== Supplied records

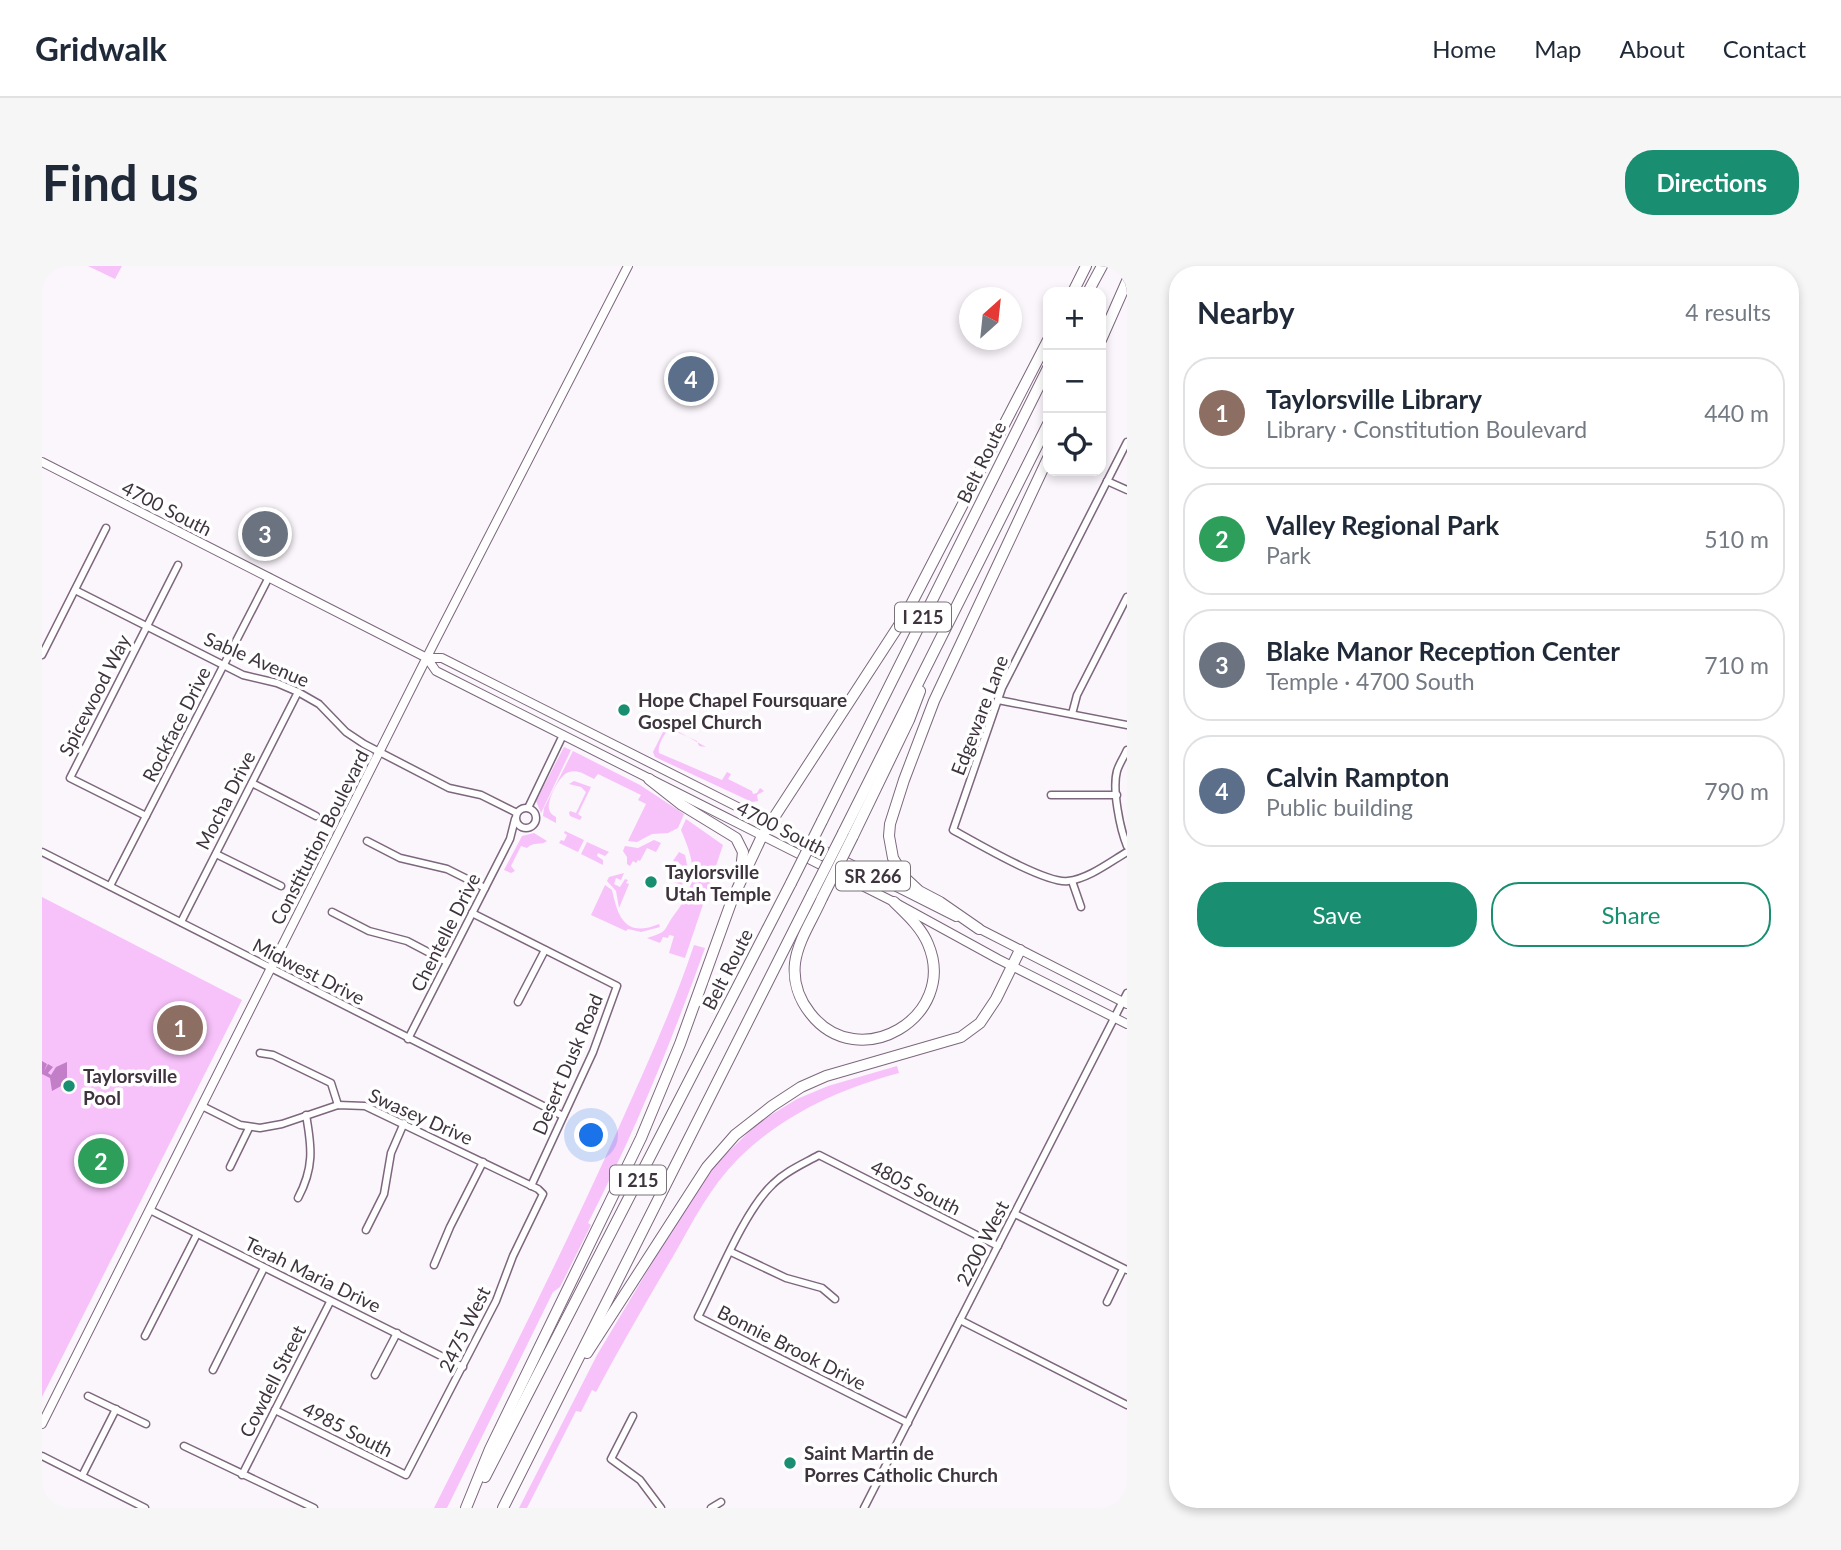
<!DOCTYPE html>
<meta charset="utf-8">
<style>
:root{--surface:#fff;--page:#f6f6f7;--text:#1f2937;--muted:#747a83;--line:#e0e1e3;--accent:#198e71}
body{margin:0;font-family:Lato,sans-serif;background:var(--page);color:var(--text)}
.controls{position:absolute;right:21px;top:21px;display:grid;overflow:hidden;border-radius:14px;box-shadow:0 4px 10px #0003}
.controls button{width:63px;height:63px;display:grid;place-items:center;padding:0;border:0;border-bottom:2px solid var(--line);background:var(--surface);color:var(--text);font:35px sans-serif}
.compass{position:absolute;left:917px;top:21px;width:63px;height:63px;border-radius:50%;background:var(--surface);box-shadow:0 4px 10px #0003;rotate:27deg}
.you{position:absolute;left:550px;top:870px;width:24px;height:24px;margin:-18px;border:5px solid #fff;border-radius:50%;background:#1a73e8;box-shadow:0 0 0 10px #1a73e833}
.badge{display:grid;place-items:center;width:46px;height:46px;border-radius:50%;background:var(--accent);color:#fff;font-size:23px;font-weight:700}
.pin{position:absolute;translate:-50% -50%;border:4px solid #fff;box-shadow:0 2px 7px #0006}
.list{margin:0;padding:0;list-style:none}
h2{display:flex;justify-content:space-between;align-items:center;height:91px;margin:0;padding:0 28px;font-size:30px}
h2 small{font-size:23px;font-weight:400;color:var(--muted)}
.list li{display:grid;grid-template-columns:46px 1fr auto;gap:21px;align-items:center;box-sizing:border-box;height:112px;margin:0 14px 14px;padding:0 14px;border:2px solid var(--line);border-radius:28px}
.list b{display:block;font-size:26px;white-space:nowrap}
.list p{margin:0;font-size:23px;white-space:nowrap;color:var(--muted)}
.list em{font-size:23px;font-style:normal;color:var(--muted)}
.actions{display:flex;gap:14px;padding:21px 28px}
.actions a{flex:1;padding:16px 0;border:2px solid var(--accent);border-radius:28px;text-align:center;font-size:24px;color:var(--accent)}
.actions .main{background:var(--accent);color:#fff}
.icon{flex:none;width:38px;height:38px;fill:none;stroke:currentColor;stroke-width:2;stroke-linecap:round;stroke-linejoin:round}
.map{position:relative;flex:none;width:1085px;height:1242px;overflow:hidden;border-radius:28px}
header{display:flex;align-items:center;gap:42px;box-sizing:border-box;height:98px;padding:0 35px;background:var(--surface);border-bottom:2px solid var(--line)}
header strong{font-size:33px}
nav{display:flex;gap:38px;margin-inline-start:auto;font-size:24px}
.intro{display:flex;align-items:center;justify-content:space-between;box-sizing:border-box;height:168px;padding:0 42px}
h1{margin:0;font-size:49px}
.button{padding:18px 32px;border-radius:28px;background:var(--accent);color:#fff;font-size:24px;font-weight:700}
main{display:flex;gap:42px;padding:0 42px}
aside{flex:1;background:var(--surface);border-radius:28px;box-shadow:0 4px 10px #0003}
.map>svg:first-child{display:block}
.green{fill:#f7c1fa}
.water{fill:#c27ec7}
.lines{fill:none;stroke-linecap:round;stroke-linejoin:round}
.minor-casing{stroke:#7c677d;stroke-width:9}
.major-casing{stroke:#7c677d;stroke-width:10}
.highway-casing{stroke:#7c677d;stroke-width:12}
.minor{stroke:#fff;stroke-width:6}
.major{stroke:#fff;stroke-width:8}
.highway{stroke:#fff;stroke-width:10}
.highway-bridge-casing{stroke:#7c677d;stroke-width:12;stroke-linecap:butt}
.highway-bridge{stroke:#fff;stroke-width:10}
.poi-dot{fill:#198e71;stroke:#fff;stroke-width:2.5}
.labels{text-anchor:middle;dominant-baseline:central;stroke-width:7;stroke-linejoin:round;paint-order:stroke}
.shield{fill:#fff;stroke:#787178;stroke-width:2}
.shield-label{font-size:18px;font-weight:bold;fill:#3e343e}
.street-label{font-size:19px;fill:#3e343e;stroke:#fff}
.poi-label{font-size:19px;font-weight:bold;fill:#3e343e;stroke:#fff;text-anchor:start}
</style>
<header>
<strong>Gridwalk</strong>
<nav><a>Home</a><a>Map</a><a>About</a><a>Contact</a></nav>
</header>
<div class="intro"><h1>Find us</h1><a class="button">Directions</a></div>
<main>
<div class="map">
<svg width="1085" height="1242" viewBox="0 0 1085 1242">
<rect width="100%" height="100%" fill="#fbf6fc"/>
<g class="green">
<path d="M 46,0 L 80,0 L 73,13 Z"/>
<path d="M 624,460 L 628,461 L 664,481 L 657,480 L 655,475 L 628,463 C 622,467 615,480 617,487 L 680,514 L 685,506 L 689,508 L 686,513 L 710,525 L 711,528 L 715,527 L 718,522 L 722,525 L 715,529 L 716,535 L 710,536 L 613,491 L 611,486 Z"/>
<path d="M 522,481 L 529,484 L 499,547 L 494,535 Z"/>
<path d="M 531,485 L 598,519 L 642,548 L 636,562 L 626,567 L 610,568 L 595,576 L 586,575 L 604,538 L 596,534 L 599,529 L 556,508 L 552,513 C 544,509 536,503 527,506 C 517,509 505,534 507,543 C 508,547 510,549 514,551 L 514,557 L 501,550 L 502,542 Z"/>
<path d="M 532,515 L 549,521 L 536,548 L 540,551 L 538,554 L 528,550 L 527,547 L 528,545 L 534,547 L 544,526 L 539,521 L 527,518 Z"/>
<path d="M 644,553 L 681,579 L 643,692 L 627,687 L 632,670 L 627,669 L 626,672 L 621,671 L 618,677 L 605,672 C 627,665 620,666 632,649 C 657,617 654,599 639,564 Z"/>
<path d="M 523,565 L 542,574 L 536,586 L 517,577 L 519,574 L 522,575 L 525,569 L 522,567 Z"/>
<path d="M 492,567 L 505,575 C 499,580 491,575 485,582 L 479,580 L 469,600 L 473,605 L 469,607 L 462,604 L 480,570 Z"/>
<path d="M 612,574 L 619,577 L 614,586 L 605,582 L 598,595 L 596,594 L 594,597 L 591,595 L 588,600 L 585,598 L 585,591 L 581,585 L 583,580 L 596,582 Z"/>
<path d="M 545,576 L 567,586 L 563,590 L 556,587 L 555,590 L 561,594 L 561,599 L 539,588 Z"/>
<path d="M 637,586 L 643,589 C 647,603 645,615 639,628 L 635,626 L 637,622 L 633,620 L 635,617 L 632,616 L 640,599 L 631,595 Z"/>
<path d="M 582,607 L 579,614 L 574,612 L 572,618 L 578,621 L 583,613 L 586,614 L 584,617 L 587,618 L 577,642 L 574,625 L 565,615 L 567,611 Z"/>
<path d="M 563,619 L 570,624 C 576,651 583,672 617,658 L 618,661 L 599,666 L 586,663 L 584,665 L 549,649 Z"/>
<path d="M 0,631 L 200,734 L 0,1131 Z"/>
<path d="M 652,679 L 663,682 C 629,777 592,868 546,957 L 549,959 L 518,1021 L 511,1026 L 405,1242 L 392,1242 C 454,1119 516,996 573,870 C 601,807 630,745 652,679 Z"/>
<path d="M 855,800 L 857,807 C 797,823 740,849 695,894 C 669,920 651,955 633,987 C 606,1033 579,1079 554,1126 L 550,1124 L 539,1146 L 534,1145 L 485,1242 L 477,1242 L 555,1089 L 655,922 L 679,893 L 716,857 L 755,833 L 786,820 Z"/>
</g>
<path class="water" d="M 0,795 L 5,798 L 2,805 L 6,798 L 11,801 L 6,807 L 9,809 L 14,801 L 25,796 L 25,811 L 21,819 L 10,825 L 8,812 L 0,808 Z"/>
<g class="lines">
<g class="minor-casing">
<g id="minor">
<path d="M 1085,176 L 960,422 L 911,564 C 933,576 1004,618 1026,615 C 1046,613 1068,596 1085,586"/>
<path d="M 1065,215 L 1085,224"/>
<path d="M 33,324 L 201,409 L 235,417 L 256,426 L 277,438 L 304,466 L 322,478 L 407,522 L 439,529 L 475,547"/>
<path d="M 0,389 L 64,262"/>
<path d="M 956,434 L 1085,459"/>
<path d="M 1030,448 L 1035,429 L 1085,331"/>
<path d="M 1085,484 C 1082,491 1077,498 1075,505 C 1070,523 1078,563 1085,580"/>
<path d="M 210,517 L 274,550"/>
<path d="M 1009,529 L 1075,529"/>
<circle cx="484" cy="552" r="10"/>
<path d="M 486,542 L 521,469"/>
<path d="M 104,550 L 28,512 L 136,299"/>
<path d="M 325,575 L 358,592 L 405,603 L 443,622"/>
<path d="M 0,586 L 521,850"/>
<path d="M 174,588 L 239,620"/>
<path d="M 1030,615 L 1039,641"/>
<path d="M 68,620 L 227,311"/>
<path d="M 290,646 L 327,665 L 365,675 L 405,696"/>
<path d="M 430,647 L 575,720 L 551,786 L 489,920"/>
<path d="M 139,656 L 256,426"/>
<path d="M 476,736 L 503,684"/>
<path d="M 366,773 L 468,573 L 473,553"/>
<path d="M 218,787 L 231,789 L 289,817 L 296,839"/>
<path d="M 160,840 L 198,859 L 218,862 L 240,858 L 296,839 L 323,840 L 496,923 L 501,928 L 471,990 L 454,1035 L 364,1209 L 233,1144"/>
<path d="M 188,901 L 207,862"/>
<path d="M 256,932 C 272,902 270,882 264,849"/>
<path d="M 108,944 L 421,1101"/>
<path d="M 973,948 L 1085,1004"/>
<path d="M 324,964 L 342,928 L 349,887 L 362,857"/>
<path d="M 689,986 L 744,1012 L 780,1022 L 793,1033"/>
<path d="M 392,999 L 408,961 L 441,896"/>
<path d="M 1065,1036 L 1081,1003"/>
<path d="M 918,1054 L 1085,1139"/>
<path d="M 103,1070 L 155,968"/>
<path d="M 171,1104 L 222,1002"/>
<path d="M 333,1109 L 355,1067"/>
<path d="M 46,1130 L 104,1158"/>
<path d="M 591,1150 L 569,1193 L 598,1214 L 619,1242"/>
<path d="M 866,1157 L 656,1051 C 675,1014 702,945 731,918 C 744,905 761,898 777,889 L 956,980"/>
<path d="M 142,1180 L 272,1242"/>
<path d="M 0,1190 L 103,1242"/>
<path d="M 200,1209 L 288,1036"/>
<path d="M 40,1210 L 74,1143"/>
<path d="M 1,1240 L 5,1242"/>
<path d="M 669,1242 L 679,1236"/>
<path d="M 822,1242 L 1085,727"/>
</g>
</g>
<g class="major-casing">
<g id="major">
<path d="M 0,196 L 385,392 L 400,392 L 914,651"/>
<path d="M 385,392 L 394,405 L 852,636 L 956,693 L 1085,758"/>
<path d="M 932,660 L 1085,738"/>
<path d="M 0,1158 L 391,379 L 586,0"/>
</g>
</g>
<g class="highway-casing">
<g id="highway">
<path d="M 1031,26 L 1044,0"/>
<path d="M 1046,26 L 1060,0"/>
<path d="M 1059,74 L 1085,15"/>
<path d="M 607,513 L 640,539 L 694,572 L 701,586 L 699,604"/>
<path d="M 780,555 L 1006,102"/>
<path d="M 801,567 L 1006,158"/>
<path d="M 811,570 L 867,454 L 878,425"/>
<path d="M 780,632 C 771,653 756,674 753,697 C 751,715 757,733 768,747 C 816,810 917,751 886,678 C 879,661 865,649 852,636"/>
<path d="M 937,663 L 898,636 L 877,625 L 863,612 L 851,592 L 847,570 L 848,558 L 862,514 L 892,435 L 1006,192"/>
<path d="M 545,1087 L 665,901 L 693,869 L 730,840 L 759,821 L 784,810 L 919,771 L 938,757 L 954,733 L 978,684"/>
<path d="M 443,1211 L 749,617"/>
<path d="M 424,1242 L 448,1183 L 599,872 L 638,778 L 690,634 L 720,570 L 863,350 L 1006,74"/>
<path d="M 461,1242 L 770,628"/>
</g>
</g>
<use href="#minor" class="minor"/>
<use href="#major" class="major"/>
<use href="#highway" class="highway"/>
<g class="highway-bridge-casing">
<g id="highway-bridge">
<path d="M 749,617 L 780,555"/>
<path d="M 770,628 L 801,567"/>
<path d="M 780,632 L 811,570"/>
</g>
</g>
<use href="#highway-bridge" class="highway-bridge"/>
</g>
<g class="poi-dot">
<circle cx="582" cy="444" r="7"/>
<circle cx="609" cy="616" r="7"/>
<circle cx="27" cy="820" r="7"/>
<circle cx="748" cy="1197" r="7"/>
</g>
<g class="labels">
<g class="shield">
<rect x="853" y="336.5" width="56" height="29" rx="5"/>
<rect x="794" y="595.5" width="74" height="29" rx="5"/>
<rect x="568" y="899.5" width="56" height="29" rx="5"/>
</g>
<g class="shield-label">
<text x="881" y="351">I 215</text>
<text x="831" y="610">SR 266</text>
<text x="596" y="914">I 215</text>
</g>
<g class="street-label">
<text transform="translate(939 196) rotate(-64)">Belt Route</text>
<text transform="translate(125 242) rotate(27)">4700 South</text>
<text transform="translate(215 393) rotate(23)">Sable Avenue</text>
<text transform="translate(52 429) rotate(-63)">Spicewood Way</text>
<text transform="translate(937 449) rotate(-69)">Edgeware Lane</text>
<text transform="translate(134 458) rotate(-63)">Rockface Drive</text>
<text transform="translate(183 534) rotate(-63)">Mocha Drive</text>
<text transform="translate(740 562) rotate(27)">4700 South</text>
<text transform="translate(277 571) rotate(-63)">Constitution Boulevard</text>
<text transform="translate(403 666) rotate(-63)">Chentelle Drive</text>
<text transform="translate(685 703) rotate(-63)">Belt Route</text>
<text transform="translate(267 705) rotate(27)">Midwest Drive</text>
<text transform="translate(525 798) rotate(-67)">Desert Dusk Road</text>
<text transform="translate(379 850) rotate(24)">Swasey Drive</text>
<text transform="translate(874 921) rotate(27)">4805 South</text>
<text transform="translate(940 977) rotate(-63)">2200 West</text>
<text transform="translate(271 1008) rotate(26)">Terah Maria Drive</text>
<text transform="translate(422 1063) rotate(-64)">2475 West</text>
<text transform="translate(750 1081) rotate(27)">Bonnie Brook Drive</text>
<text transform="translate(230 1115) rotate(-63)">Cowdell Street</text>
<text transform="translate(306 1163) rotate(27)">4985 South</text>
</g>
<g class="poi-label">
<text x="596" y="433">Hope Chapel Foursquare<tspan x="596" dy="22">Gospel Church</tspan></text>
<text x="623" y="605">Taylorsville<tspan x="623" dy="22">Utah Temple</tspan></text>
<text x="41" y="809">Taylorsville<tspan x="41" dy="22">Pool</tspan></text>
<text x="762" y="1186">Saint Martin de<tspan x="762" dy="22">Porres Catholic Church</tspan></text>
</g>
</g>
</svg>
<div class="controls">
<button>+</button>
<button>−</button>
<button><svg class="icon" aria-label="locate" viewBox="0 0 24 24"><circle cx="12" cy="12" r="6"/><path d="M12 2v4M12 18v4M2 12h4M18 12h4"/></svg></button>
</div>
<svg class="compass" viewBox="-18 -18 36 36"><path d="M0-13l5 13h-10z" fill="#e53935"/><path d="M0 13l5-13h-10z" fill="#747a83"/></svg>
<div class="you"></div>
<div class="pin badge" style="left:138px;top:762px;background:#8d6e63">1</div>
<div class="pin badge" style="left:59px;top:895px;background:#2e9e5b">2</div>
<div class="pin badge" style="left:223px;top:268px;background:#6b7280">3</div>
<div class="pin badge" style="left:649px;top:113px;background:#5c6f8a">4</div>
</div>
<aside>
<h2>Nearby<small>4 results</small></h2>
<ul class="list">
<li><span class="badge" style="background:#8d6e63">1</span><div><b>Taylorsville Library</b><p>Library · Constitution Boulevard</p></div><em>440 m</em></li>
<li><span class="badge" style="background:#2e9e5b">2</span><div><b>Valley Regional Park</b><p>Park</p></div><em>510 m</em></li>
<li><span class="badge" style="background:#6b7280">3</span><div><b>Blake Manor Reception Center</b><p>Temple · 4700 South</p></div><em>710 m</em></li>
<li><span class="badge" style="background:#5c6f8a">4</span><div><b>Calvin Rampton</b><p>Public building</p></div><em>790 m</em></li>
</ul>
<div class="actions"><a class="main">Save</a><a>Share</a></div>
</aside>
</main>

====

Go through the records above, find each line with the string "actions", and copy it.

.actions{display:flex;gap:14px;padding:21px 28px}
.actions a{flex:1;padding:16px 0;border:2px solid var(--accent);border-radius:28px;text-align:center;font-size:24px;color:var(--accent)}
.actions .main{background:var(--accent);color:#fff}
<div class="actions"><a class="main">Save</a><a>Share</a></div>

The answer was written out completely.